Esta multiplicidade de perspectivas de tratamento da configuração metropolitana política tem acarretado inúmeros problemas do ponto de vista funcional podemos afirmar que a indeterminação/inexatidão do que é competência municipal e do que é estadual, bem como o enfraquecimento atual da entidade metropolitana, impedem que um planejamento integrado se realize efetivamente. Quando o nível de governo do estado federado assume várias funções de âmbito metropolitano, o núcleo da metrópole, a cidade do Rio de Janeiro predomina sobre as demais atraindo para si a maior parcela dos investimentos e ações públicas para a resolução de seus problemas em detrimento dos municípios periféricos. Em legislação complementar, de 1997, apresenta-se uma nova estrutura com características que apontariam para uma modalidade de governança. Nesta lei, a Região Metropolitana do Rio de Janeiro será administrada pelo poder executivo do estado federado, que seria assistido por um Conselho Deliberativo constituído por 13 (treze) membros representantes, cujos nomes seriam submetidos ao poder Legislativo, e nomeado pelo governador, com mandato de dois anos. Apesar da existência da lei, a Região Metropolitana do Rio de Janeiro não possui gestão compromissada com essa realidade. Tendo em vista que o Conselho Deliberativo jamais foi instalado e as decisões mais importantes quedam nas mãos do poder Executivo sem ouvir o Legislativo, e outras são tomadas pelos prefeitos dos municípios.

Em termos de competências o nível de governo do estado federado, tendo a atribuição gestora da Região Metropolitana do Rio de Janeiro detêm a maior parte delas, mas os governos locais também tem determinadas funções, por vezes duplicando ações, gerando-se conflitos.

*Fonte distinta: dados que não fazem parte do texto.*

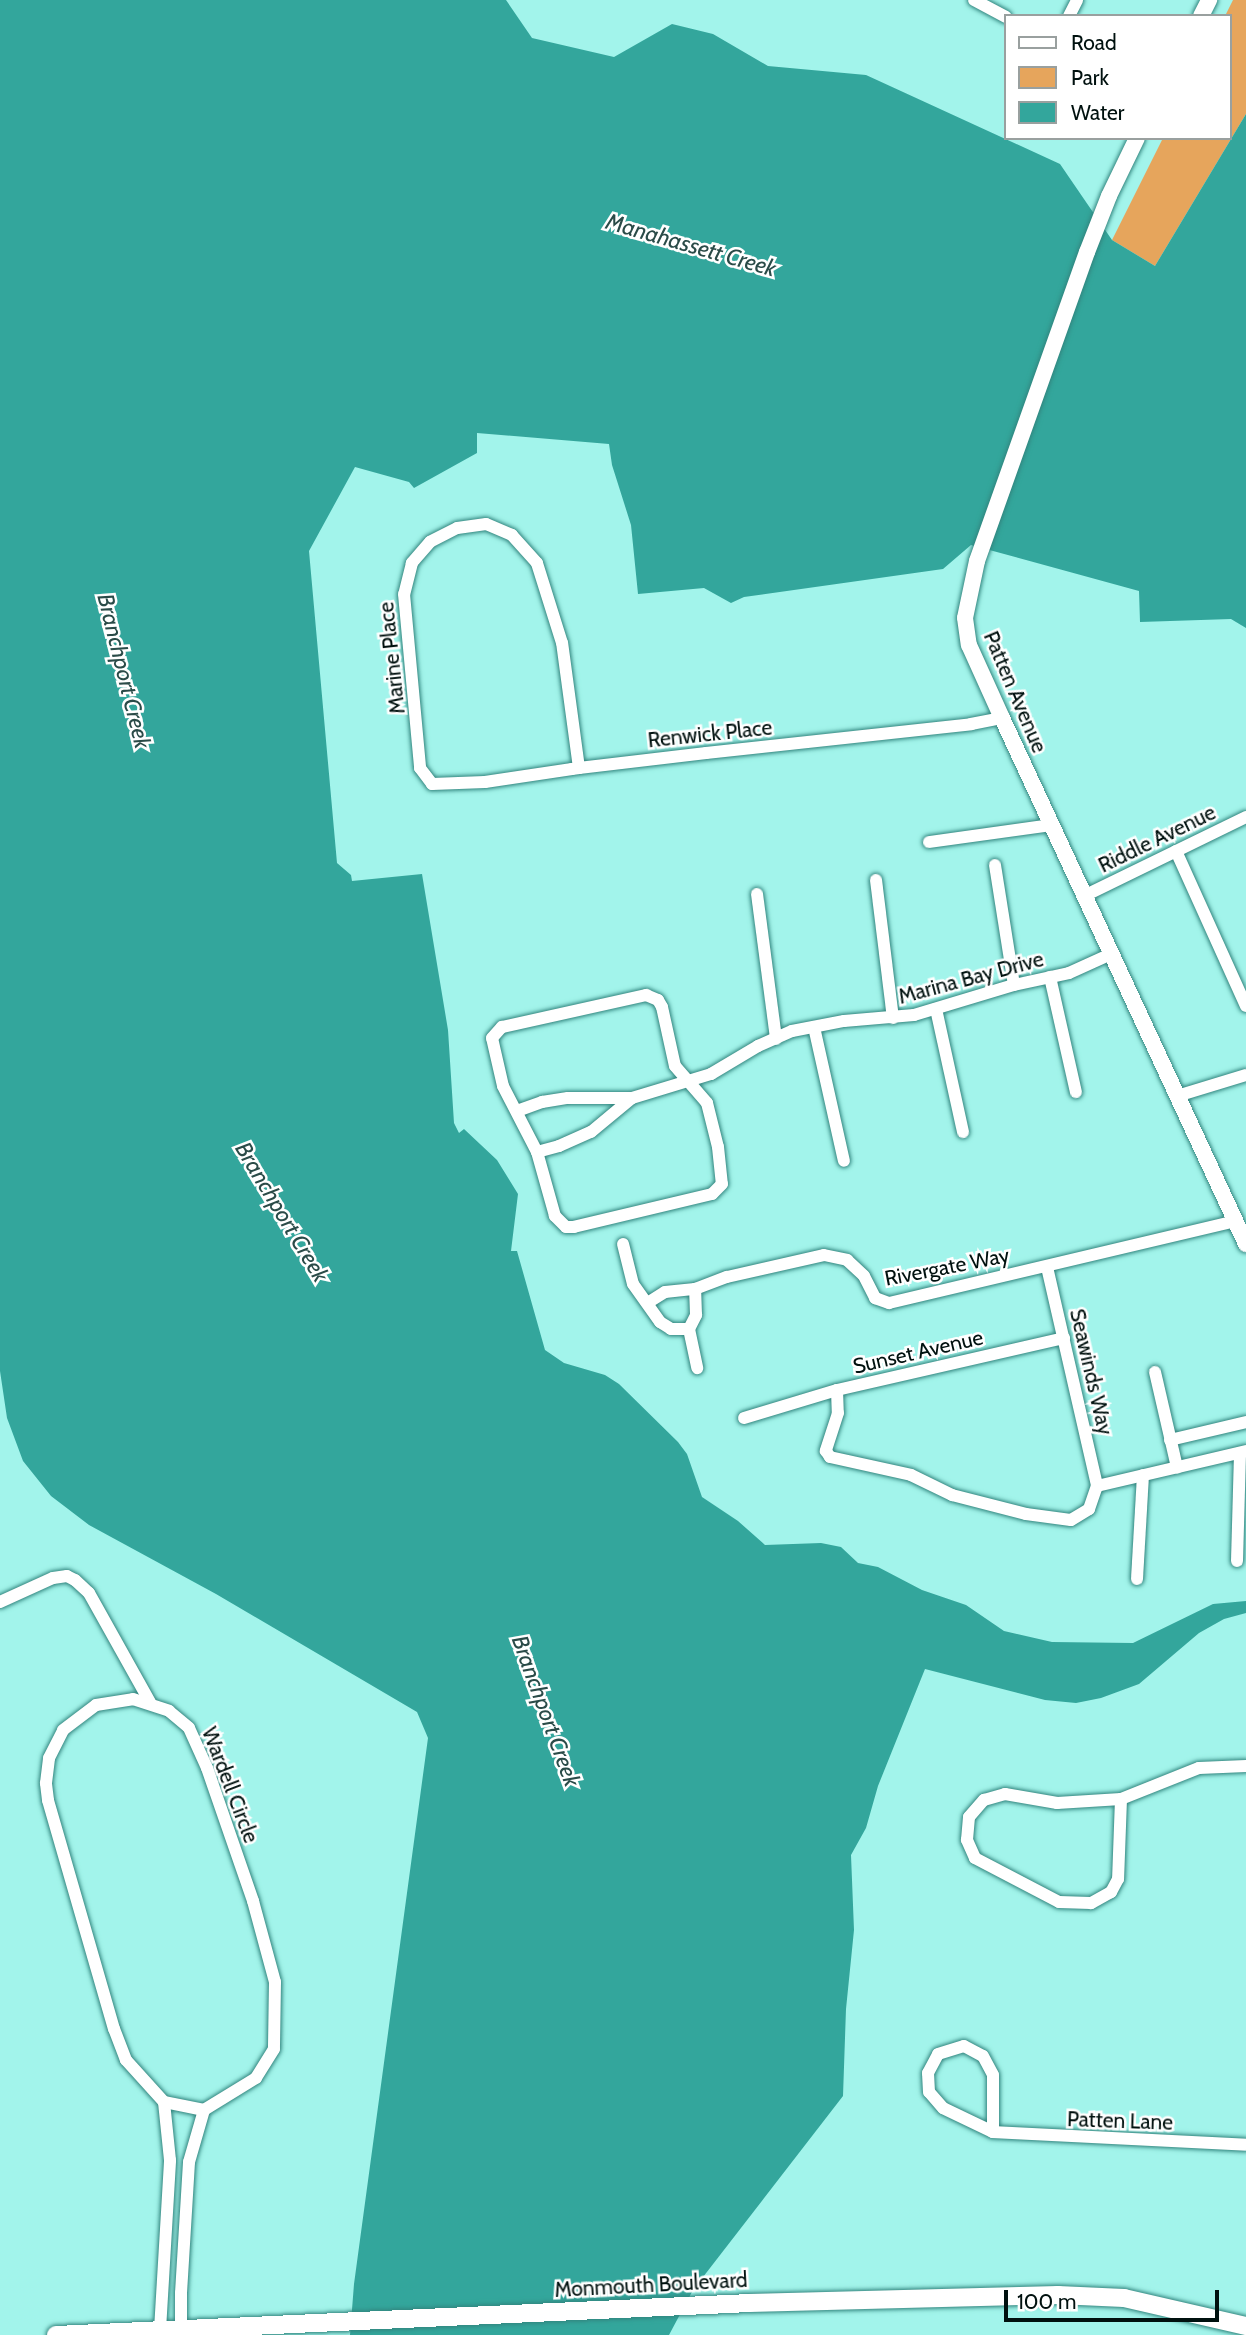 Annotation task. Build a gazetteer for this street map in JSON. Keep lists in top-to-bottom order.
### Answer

Inicialmente podemos observar que como não existe um organismo metropolitano, será o nível de governo estadual que detêm a competência da função de coordenação e planejamento integrado inclusive do desenvolvimento econômico e social. Assim, o governo do Estado do Rio de Janeiro realizaria, exclusivamente, o planejamento integrado da Região Metropolitana e estabeleceria normas para o seu cumprimento e controle; coordenaria a execução dos programas e projetos de interesse metropolitano; estabeleceria, normas gerais sobre a execução dos serviços comuns de interesse metropolitano e o seu cumprimento e controle; exerceria as funções relativas à elaboração e supervisionaria da execução dos planos, programas e projetos relacionados às funções públicas e serviços de interesse comum, consubstanciado no Plano Diretor Metropolitano; promoveria, acompanharia e avaliaria a execução dos planos, programas e projetos, observados os critérios e diretrizes propostos pelo Conselho Deliberativo. Cabe salientar no entanto que além do Conselho Deliberativo não ter sido implantado, como assinalamos nunca existiu a configuração do Plano Diretor Metropolitano. Por seu turno, a coordenação e o planejamento integrado tem sido substituído por uma atomização de atividades e ações pontuais.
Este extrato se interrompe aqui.